──────── PROVIDED DATA

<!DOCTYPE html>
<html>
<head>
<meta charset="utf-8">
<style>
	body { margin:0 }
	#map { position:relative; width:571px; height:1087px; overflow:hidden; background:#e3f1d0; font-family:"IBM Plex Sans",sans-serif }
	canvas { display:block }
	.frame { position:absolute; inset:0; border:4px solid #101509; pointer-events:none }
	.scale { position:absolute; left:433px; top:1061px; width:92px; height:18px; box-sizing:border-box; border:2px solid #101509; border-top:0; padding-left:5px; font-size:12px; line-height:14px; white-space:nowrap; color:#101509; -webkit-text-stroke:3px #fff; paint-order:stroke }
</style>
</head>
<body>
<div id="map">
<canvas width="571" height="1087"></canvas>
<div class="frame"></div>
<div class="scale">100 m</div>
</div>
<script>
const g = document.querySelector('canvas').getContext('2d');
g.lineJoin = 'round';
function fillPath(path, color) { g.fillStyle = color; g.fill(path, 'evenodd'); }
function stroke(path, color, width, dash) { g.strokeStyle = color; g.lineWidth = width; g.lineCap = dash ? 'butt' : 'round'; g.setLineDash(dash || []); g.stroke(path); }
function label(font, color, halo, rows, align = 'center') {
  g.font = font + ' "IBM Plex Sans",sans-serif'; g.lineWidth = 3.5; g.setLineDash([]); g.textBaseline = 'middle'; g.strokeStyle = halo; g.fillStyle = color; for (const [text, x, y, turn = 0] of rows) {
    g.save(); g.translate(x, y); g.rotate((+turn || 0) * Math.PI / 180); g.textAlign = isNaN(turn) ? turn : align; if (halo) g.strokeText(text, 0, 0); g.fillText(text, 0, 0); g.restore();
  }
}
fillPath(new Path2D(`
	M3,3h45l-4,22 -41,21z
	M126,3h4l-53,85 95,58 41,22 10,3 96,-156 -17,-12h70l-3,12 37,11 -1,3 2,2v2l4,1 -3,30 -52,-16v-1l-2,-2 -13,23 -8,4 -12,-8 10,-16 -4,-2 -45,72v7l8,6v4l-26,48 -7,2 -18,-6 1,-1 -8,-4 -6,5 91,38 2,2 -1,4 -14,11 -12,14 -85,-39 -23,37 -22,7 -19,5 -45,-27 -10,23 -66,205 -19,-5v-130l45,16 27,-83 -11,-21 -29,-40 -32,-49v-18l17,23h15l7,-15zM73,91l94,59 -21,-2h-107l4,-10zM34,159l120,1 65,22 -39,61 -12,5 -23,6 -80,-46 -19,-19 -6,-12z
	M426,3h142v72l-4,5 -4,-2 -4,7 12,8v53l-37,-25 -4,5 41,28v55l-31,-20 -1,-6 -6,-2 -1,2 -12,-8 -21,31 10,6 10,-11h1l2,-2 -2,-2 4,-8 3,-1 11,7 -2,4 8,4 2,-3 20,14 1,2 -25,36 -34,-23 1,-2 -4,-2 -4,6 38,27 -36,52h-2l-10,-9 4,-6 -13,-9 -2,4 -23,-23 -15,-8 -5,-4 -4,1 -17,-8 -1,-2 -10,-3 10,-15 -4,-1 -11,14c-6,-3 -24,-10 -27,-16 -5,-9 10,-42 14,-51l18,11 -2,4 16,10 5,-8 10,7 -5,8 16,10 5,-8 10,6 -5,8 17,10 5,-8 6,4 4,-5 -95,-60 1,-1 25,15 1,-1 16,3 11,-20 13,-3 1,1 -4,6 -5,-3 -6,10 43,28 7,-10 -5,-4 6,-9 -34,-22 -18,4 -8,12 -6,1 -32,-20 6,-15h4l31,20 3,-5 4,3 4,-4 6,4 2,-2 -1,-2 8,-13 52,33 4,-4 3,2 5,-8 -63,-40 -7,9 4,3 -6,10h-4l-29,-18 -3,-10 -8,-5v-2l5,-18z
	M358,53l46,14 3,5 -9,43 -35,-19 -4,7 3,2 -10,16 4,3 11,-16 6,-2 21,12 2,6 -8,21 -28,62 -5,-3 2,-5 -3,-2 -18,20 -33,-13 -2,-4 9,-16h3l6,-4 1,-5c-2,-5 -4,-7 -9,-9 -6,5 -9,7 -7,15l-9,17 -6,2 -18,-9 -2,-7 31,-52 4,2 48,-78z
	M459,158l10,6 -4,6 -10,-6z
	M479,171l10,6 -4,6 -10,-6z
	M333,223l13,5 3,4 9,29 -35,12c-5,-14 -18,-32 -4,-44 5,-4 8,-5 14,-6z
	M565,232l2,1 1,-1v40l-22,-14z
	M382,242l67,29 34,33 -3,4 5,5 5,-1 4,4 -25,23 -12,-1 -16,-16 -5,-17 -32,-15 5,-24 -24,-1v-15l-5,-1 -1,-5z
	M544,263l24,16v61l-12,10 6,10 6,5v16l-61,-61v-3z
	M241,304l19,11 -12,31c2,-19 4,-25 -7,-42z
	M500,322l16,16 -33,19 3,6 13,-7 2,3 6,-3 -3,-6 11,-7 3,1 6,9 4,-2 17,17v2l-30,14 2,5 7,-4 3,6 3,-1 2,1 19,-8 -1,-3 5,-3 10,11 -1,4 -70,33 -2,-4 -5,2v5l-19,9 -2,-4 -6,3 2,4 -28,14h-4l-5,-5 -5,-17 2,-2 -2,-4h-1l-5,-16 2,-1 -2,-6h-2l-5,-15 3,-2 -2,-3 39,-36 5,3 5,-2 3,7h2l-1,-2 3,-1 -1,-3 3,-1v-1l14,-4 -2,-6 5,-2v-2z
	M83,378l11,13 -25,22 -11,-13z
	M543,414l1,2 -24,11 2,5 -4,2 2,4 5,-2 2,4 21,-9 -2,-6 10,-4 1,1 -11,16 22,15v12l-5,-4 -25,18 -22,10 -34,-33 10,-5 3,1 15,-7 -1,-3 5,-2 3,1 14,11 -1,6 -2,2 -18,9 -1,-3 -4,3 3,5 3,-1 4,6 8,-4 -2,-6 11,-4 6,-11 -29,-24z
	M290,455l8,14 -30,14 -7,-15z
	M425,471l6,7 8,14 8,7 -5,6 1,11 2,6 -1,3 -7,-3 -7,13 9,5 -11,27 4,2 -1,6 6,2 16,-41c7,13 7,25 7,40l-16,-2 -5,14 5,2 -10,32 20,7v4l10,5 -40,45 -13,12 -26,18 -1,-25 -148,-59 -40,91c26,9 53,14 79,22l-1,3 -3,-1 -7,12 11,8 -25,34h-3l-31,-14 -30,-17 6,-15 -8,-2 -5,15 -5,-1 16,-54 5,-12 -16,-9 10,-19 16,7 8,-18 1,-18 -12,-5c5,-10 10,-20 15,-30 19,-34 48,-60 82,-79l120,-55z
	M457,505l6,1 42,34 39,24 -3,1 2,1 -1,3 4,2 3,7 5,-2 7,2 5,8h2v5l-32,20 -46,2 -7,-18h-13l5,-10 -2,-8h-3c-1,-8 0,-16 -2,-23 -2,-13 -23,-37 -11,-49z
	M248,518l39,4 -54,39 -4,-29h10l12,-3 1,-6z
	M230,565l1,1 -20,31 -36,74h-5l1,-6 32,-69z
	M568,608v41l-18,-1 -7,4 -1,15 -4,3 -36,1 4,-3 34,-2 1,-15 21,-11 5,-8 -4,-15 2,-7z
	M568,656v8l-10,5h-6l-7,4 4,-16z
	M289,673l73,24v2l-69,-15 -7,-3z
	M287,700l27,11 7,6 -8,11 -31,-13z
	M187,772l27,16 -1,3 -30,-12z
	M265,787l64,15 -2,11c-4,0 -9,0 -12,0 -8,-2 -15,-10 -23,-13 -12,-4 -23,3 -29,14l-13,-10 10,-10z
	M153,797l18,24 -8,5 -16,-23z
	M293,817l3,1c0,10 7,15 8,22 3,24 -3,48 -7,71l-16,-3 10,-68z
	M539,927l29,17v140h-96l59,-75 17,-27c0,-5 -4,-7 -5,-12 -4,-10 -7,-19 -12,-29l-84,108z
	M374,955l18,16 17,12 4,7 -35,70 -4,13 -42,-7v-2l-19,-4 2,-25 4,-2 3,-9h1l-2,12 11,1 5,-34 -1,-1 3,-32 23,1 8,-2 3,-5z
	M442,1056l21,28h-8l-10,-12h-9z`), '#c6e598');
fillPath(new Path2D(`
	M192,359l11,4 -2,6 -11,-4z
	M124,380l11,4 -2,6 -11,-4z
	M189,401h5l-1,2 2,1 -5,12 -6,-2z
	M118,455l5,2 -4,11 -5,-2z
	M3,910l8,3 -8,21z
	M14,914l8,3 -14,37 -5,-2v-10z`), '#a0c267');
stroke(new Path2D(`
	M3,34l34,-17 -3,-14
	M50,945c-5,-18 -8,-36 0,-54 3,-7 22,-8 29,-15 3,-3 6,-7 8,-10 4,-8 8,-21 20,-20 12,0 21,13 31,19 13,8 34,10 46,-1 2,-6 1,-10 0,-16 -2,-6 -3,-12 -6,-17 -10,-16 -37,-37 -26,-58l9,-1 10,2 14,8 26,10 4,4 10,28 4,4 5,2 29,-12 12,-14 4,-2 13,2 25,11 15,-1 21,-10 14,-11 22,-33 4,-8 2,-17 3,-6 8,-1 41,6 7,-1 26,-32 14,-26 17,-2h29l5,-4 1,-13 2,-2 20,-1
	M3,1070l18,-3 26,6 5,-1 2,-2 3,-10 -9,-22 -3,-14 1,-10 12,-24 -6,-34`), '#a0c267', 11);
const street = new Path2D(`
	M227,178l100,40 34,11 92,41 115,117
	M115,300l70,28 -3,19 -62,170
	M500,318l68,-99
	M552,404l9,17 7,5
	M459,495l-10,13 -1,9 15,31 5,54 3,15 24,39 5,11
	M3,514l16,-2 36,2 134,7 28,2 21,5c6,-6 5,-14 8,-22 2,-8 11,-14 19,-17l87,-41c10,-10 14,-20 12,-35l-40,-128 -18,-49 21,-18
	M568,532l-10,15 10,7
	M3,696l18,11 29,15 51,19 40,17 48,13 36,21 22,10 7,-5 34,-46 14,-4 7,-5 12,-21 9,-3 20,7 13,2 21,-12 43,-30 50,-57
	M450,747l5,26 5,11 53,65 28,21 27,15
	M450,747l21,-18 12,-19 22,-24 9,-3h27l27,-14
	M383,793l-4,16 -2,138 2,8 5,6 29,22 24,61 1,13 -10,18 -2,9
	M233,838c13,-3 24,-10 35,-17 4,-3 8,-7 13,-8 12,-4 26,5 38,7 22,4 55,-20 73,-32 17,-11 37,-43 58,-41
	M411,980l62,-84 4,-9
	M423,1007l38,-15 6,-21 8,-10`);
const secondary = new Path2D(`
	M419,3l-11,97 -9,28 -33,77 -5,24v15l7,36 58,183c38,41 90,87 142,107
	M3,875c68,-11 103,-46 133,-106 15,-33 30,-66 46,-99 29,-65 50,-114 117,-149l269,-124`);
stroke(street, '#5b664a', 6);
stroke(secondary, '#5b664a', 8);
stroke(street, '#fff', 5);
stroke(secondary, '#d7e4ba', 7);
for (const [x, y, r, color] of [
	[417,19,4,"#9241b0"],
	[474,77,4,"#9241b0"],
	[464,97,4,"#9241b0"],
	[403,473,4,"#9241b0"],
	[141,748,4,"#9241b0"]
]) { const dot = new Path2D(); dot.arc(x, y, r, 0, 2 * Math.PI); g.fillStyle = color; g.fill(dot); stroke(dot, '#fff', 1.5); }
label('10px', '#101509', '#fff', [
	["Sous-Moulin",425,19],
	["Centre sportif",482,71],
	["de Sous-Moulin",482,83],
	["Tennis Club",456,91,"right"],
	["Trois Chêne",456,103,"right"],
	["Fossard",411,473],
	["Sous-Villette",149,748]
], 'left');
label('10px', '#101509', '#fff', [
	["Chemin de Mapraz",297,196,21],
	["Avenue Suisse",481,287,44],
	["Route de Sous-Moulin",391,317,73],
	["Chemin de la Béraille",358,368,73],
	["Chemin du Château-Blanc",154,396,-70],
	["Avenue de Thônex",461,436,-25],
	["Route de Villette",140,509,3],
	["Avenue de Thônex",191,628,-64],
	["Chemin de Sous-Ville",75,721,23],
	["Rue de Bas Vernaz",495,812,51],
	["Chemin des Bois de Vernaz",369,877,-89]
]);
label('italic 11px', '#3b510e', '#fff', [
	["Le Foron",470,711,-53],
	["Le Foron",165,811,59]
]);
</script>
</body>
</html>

────────────────

** TASK DESCRIPTION **
Where does "function" appear in the records above? Copy every line that has it.

** THE ANSWER **
function fillPath(path, color) { g.fillStyle = color; g.fill(path, 'evenodd'); }
function stroke(path, color, width, dash) { g.strokeStyle = color; g.lineWidth = width; g.lineCap = dash ? 'butt' : 'round'; g.setLineDash(dash || []); g.stroke(path); }
function label(font, color, halo, rows, align = 'center') {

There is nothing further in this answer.